* ABOUT THIS EXERCISE
Retype, word for word, the lines from the first line of the entries through the line that holds "2px #5f5142) drop-shadow(0"; leave out the pictures.

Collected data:
***
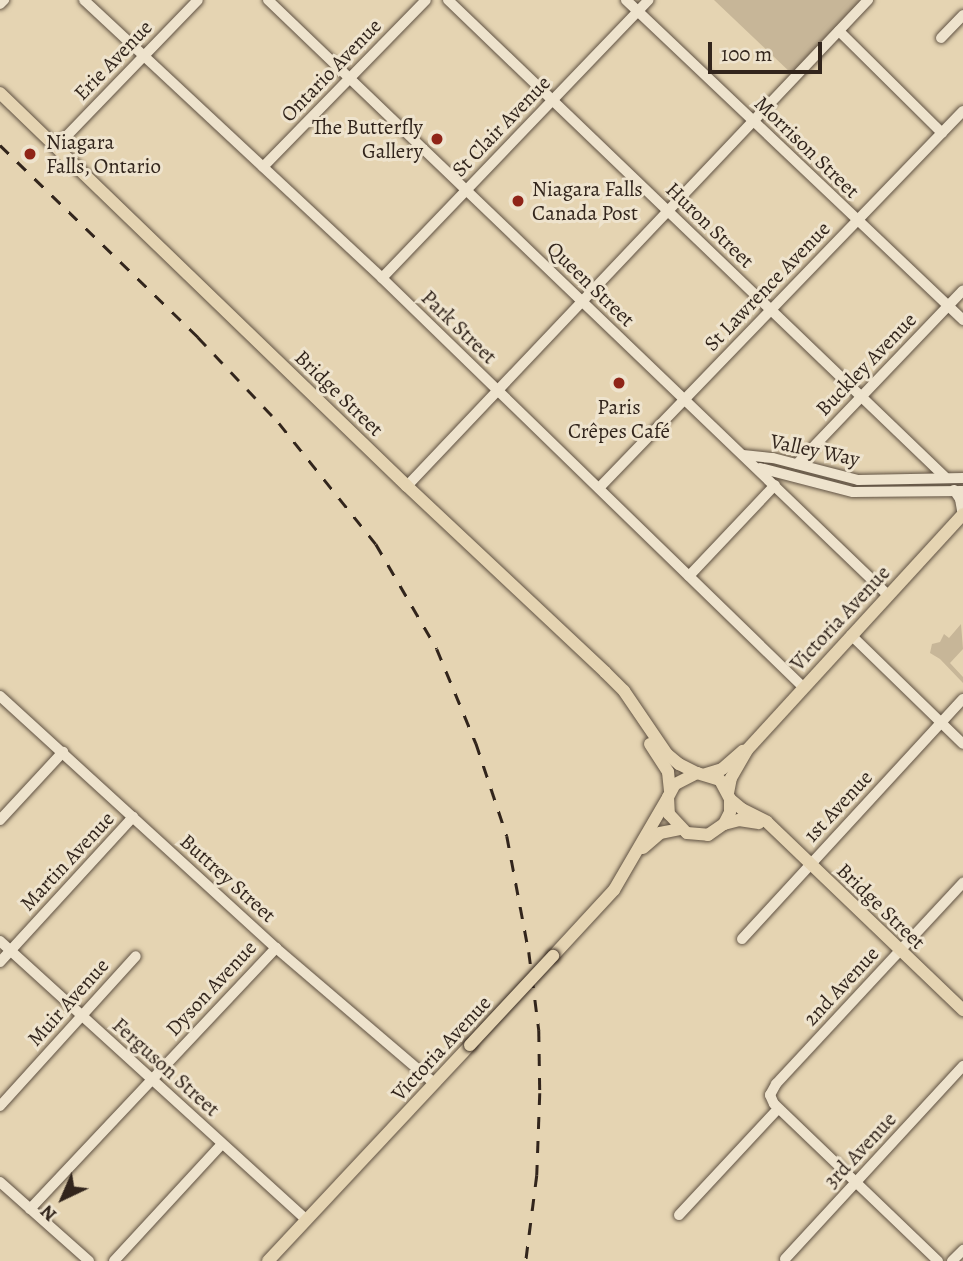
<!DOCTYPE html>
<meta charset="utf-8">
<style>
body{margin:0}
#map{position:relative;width:963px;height:1261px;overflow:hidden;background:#e5d4b2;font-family:Alegreya,serif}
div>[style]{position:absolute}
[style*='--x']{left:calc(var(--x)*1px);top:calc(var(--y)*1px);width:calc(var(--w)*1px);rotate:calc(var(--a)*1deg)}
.green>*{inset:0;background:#c7b698}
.roads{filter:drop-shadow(0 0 2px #5f5142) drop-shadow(0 0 2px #5f5142)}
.minor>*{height:10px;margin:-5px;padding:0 5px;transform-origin:5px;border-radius:5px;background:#eee3cd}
.major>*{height:12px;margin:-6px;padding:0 6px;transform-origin:6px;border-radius:6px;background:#e5d4b2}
.rail>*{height:2.5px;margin-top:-1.25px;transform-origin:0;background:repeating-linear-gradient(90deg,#32251c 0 12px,transparent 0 24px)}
.bridges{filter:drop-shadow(0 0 2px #32251c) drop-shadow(0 0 2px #32251c)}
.major-bridge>*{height:12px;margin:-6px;padding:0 6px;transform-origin:6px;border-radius:6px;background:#e5d4b2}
.dots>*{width:19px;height:19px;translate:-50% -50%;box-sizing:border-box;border:4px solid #eee3cd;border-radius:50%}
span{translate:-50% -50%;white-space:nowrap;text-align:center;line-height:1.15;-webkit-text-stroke:6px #eee3cd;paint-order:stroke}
.street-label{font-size:21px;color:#32251c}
.poi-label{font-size:21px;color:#32251c}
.right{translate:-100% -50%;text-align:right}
.left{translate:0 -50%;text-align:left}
.north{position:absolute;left:28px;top:1163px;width:70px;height:70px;-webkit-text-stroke:5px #eee3cd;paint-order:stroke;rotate:224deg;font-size:19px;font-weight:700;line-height:28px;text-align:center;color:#32251c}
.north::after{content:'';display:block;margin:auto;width:24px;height:32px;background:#32251c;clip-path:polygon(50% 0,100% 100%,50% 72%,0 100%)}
.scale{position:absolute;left:708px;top:42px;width:114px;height:32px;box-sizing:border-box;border:4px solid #32251c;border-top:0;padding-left:9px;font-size:21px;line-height:24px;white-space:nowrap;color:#32251c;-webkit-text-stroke:5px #eee3cd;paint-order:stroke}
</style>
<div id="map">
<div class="green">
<div style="clip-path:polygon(714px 0,861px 0,792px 74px)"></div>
<div style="clip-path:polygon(961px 624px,963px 649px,950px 663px,963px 677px,963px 683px,940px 659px,930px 653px,932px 644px,940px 642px,944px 634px,949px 638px)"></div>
</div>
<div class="roads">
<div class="minor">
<div style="--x:84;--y:0;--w:408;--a:43"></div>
<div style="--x:382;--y:278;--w:587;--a:44.17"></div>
<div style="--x:268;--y:0;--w:859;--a:43.82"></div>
<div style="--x:448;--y:0;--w:689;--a:43.82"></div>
<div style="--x:626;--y:0;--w:465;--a:43.5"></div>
<div style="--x:0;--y:4;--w:6;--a:-45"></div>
<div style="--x:839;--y:31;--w:145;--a:44.7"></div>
<div style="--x:941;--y:38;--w:32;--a:-46"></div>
<div style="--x:56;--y:147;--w:204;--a:-46"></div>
<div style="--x:263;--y:167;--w:233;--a:-45.7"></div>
<div style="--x:382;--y:278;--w:385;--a:-46.2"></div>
<div style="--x:743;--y:455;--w:30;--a:6"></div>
<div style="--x:773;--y:458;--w:88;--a:14.5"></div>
<div style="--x:858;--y:480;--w:105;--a:-1.1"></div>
<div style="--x:797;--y:464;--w:240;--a:-46.3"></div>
<div style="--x:760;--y:468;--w:96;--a:14.5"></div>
<div style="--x:853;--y:492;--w:110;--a:-0.5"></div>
<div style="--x:407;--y:486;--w:670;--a:-46.51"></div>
<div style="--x:599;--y:488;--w:524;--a:-46.01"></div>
<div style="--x:954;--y:490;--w:11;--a:56"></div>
<div style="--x:960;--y:499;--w:17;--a:80"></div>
<div style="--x:689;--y:576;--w:125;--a:-46.6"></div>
<div style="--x:851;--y:635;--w:156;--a:44.2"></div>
<div style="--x:0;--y:696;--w:374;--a:42.4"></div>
<div style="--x:276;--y:948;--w:208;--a:40.5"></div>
<div style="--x:0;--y:820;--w:93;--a:-47.2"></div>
<div style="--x:742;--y:939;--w:326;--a:-47.4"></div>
<div style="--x:0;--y:941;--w:415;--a:42.3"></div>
<div style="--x:0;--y:962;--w:197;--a:-47.5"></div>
<div style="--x:0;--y:1106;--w:202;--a:-47.8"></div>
<div style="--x:0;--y:1182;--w:119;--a:41.6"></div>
<div style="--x:30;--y:1209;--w:359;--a:-46.7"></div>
<div style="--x:679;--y:1215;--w:145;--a:-47"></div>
<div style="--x:785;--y:1259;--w:263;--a:-47.3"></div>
<div style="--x:114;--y:1261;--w:159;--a:-47.3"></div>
<div style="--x:938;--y:1261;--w:227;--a:-136.2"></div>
<div style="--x:774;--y:1104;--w:10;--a:-114"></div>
<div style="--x:770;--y:1095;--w:13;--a:-61"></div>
<div style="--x:776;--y:1084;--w:275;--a:-47.1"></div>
<div style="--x:952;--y:1261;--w:16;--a:-45"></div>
</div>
<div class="major">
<div style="--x:0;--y:93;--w:566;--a:44"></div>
<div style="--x:407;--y:486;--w:272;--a:43.2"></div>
<div style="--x:605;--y:672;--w:27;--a:45"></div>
<div style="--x:624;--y:691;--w:76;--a:55.7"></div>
<div style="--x:667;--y:754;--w:16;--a:40"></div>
<div style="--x:679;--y:764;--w:20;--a:27"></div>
<div style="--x:650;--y:744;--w:33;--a:57"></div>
<div style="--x:668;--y:772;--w:19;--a:84"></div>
<div style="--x:706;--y:774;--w:17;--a:-17"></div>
<div style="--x:722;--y:769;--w:28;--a:-41"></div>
<div style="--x:728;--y:793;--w:15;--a:-79"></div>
<div style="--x:731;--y:778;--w:32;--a:-60"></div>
<div style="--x:747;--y:750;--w:320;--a:-47.5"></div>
<div style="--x:730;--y:799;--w:16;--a:40"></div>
<div style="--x:742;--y:809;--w:28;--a:27"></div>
<div style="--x:767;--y:822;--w:272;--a:43.8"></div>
<div style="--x:724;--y:824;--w:13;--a:-63"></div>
<div style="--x:730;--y:812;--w:13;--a:-90"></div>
<div style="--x:730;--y:799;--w:21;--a:-118"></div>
<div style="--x:720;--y:780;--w:24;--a:-163"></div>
<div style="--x:697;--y:773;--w:25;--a:153"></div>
<div style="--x:675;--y:784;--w:15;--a:118"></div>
<div style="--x:668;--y:797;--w:17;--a:87"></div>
<div style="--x:669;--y:814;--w:26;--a:47"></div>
<div style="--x:687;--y:833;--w:21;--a:5"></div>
<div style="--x:708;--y:835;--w:19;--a:-35"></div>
<div style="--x:724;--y:824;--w:16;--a:-15"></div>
<div style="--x:739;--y:820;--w:20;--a:9"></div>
<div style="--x:643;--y:848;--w:23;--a:-41"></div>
<div style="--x:660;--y:833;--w:20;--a:-11"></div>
<div style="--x:553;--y:956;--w:90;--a:-47.3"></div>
<div style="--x:614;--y:890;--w:105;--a:-59.8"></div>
<div style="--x:268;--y:1261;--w:296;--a:-46.9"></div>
</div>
</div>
<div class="rail">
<div style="--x:0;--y:145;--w:276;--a:44.1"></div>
<div style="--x:198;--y:337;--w:118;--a:46.7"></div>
<div style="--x:279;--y:423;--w:155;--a:51.3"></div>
<div style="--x:376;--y:544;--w:121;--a:59.8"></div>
<div style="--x:437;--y:649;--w:102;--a:67.5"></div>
<div style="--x:476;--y:743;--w:98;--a:71.6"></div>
<div style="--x:507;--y:836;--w:118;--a:79.3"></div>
<div style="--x:529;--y:952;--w:79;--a:82.7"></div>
<div style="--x:539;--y:1030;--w:63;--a:89.1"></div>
<div style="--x:540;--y:1093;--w:82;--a:92.1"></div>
<div style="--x:537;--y:1175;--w:87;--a:97.3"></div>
</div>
<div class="bridges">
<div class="major-bridge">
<div style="--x:470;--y:1045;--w:122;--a:-47"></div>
</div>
</div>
<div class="dots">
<div style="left:437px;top:139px;background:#8f2418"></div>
<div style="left:30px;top:154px;background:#8f2418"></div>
<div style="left:518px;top:201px;background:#8f2418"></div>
<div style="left:619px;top:383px;background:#8f2418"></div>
</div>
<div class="street-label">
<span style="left:113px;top:60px;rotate:-46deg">Erie Avenue</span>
<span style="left:331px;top:70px;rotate:-46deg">Ontario Avenue</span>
<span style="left:501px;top:126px;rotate:-46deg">St Clair Avenue</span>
<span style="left:807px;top:147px;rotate:44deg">Morrison Street</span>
<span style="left:710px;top:225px;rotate:44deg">Huron Street</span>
<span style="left:591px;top:284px;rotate:44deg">Queen Street</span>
<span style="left:767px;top:286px;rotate:-46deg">St Lawrence Avenue</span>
<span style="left:459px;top:327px;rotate:44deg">Park Street</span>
<span style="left:866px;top:364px;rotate:-46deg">Buckley Avenue</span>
<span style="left:339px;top:393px;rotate:44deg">Bridge Street</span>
<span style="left:815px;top:450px;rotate:12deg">Valley Way</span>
<span style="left:840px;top:618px;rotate:-47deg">Victoria Avenue</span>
<span style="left:838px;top:806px;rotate:-47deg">1st Avenue</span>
<span style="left:67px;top:861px;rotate:-47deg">Martin Avenue</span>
<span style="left:228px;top:878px;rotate:42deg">Buttrey Street</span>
<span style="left:881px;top:906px;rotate:44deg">Bridge Street</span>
<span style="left:841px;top:986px;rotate:-47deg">2nd Avenue</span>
<span style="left:211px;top:988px;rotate:-47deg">Dyson Avenue</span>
<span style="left:68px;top:1002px;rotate:-48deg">Muir Avenue</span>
<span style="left:441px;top:1048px;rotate:-47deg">Victoria Avenue</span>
<span style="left:166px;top:1067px;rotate:42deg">Ferguson Street</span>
<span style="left:860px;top:1150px;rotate:-47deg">3rd Avenue</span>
</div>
<div class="poi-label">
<span class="right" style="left:423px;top:139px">The Butterfly<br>Gallery</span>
<span class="left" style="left:46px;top:154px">Niagara<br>Falls, Ontario</span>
<span class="left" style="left:532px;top:201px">Niagara Falls<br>Canada Post</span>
<span style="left:619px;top:419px">Paris<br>Crêpes Café</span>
</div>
<div class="north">N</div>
<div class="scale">100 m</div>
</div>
***
* OUTPUT FOR THIS EXERCISE
<!DOCTYPE html>
<meta charset="utf-8">
<style>
body{margin:0}
#map{position:relative;width:963px;height:1261px;overflow:hidden;background:#e5d4b2;font-family:Alegreya,serif}
div>[style]{position:absolute}
[style*='--x']{left:calc(var(--x)*1px);top:calc(var(--y)*1px);width:calc(var(--w)*1px);rotate:calc(var(--a)*1deg)}
.green>*{inset:0;background:#c7b698}
.roads{filter:drop-shadow(0 0 2px #5f5142) drop-shadow(0 0 2px #5f5142)}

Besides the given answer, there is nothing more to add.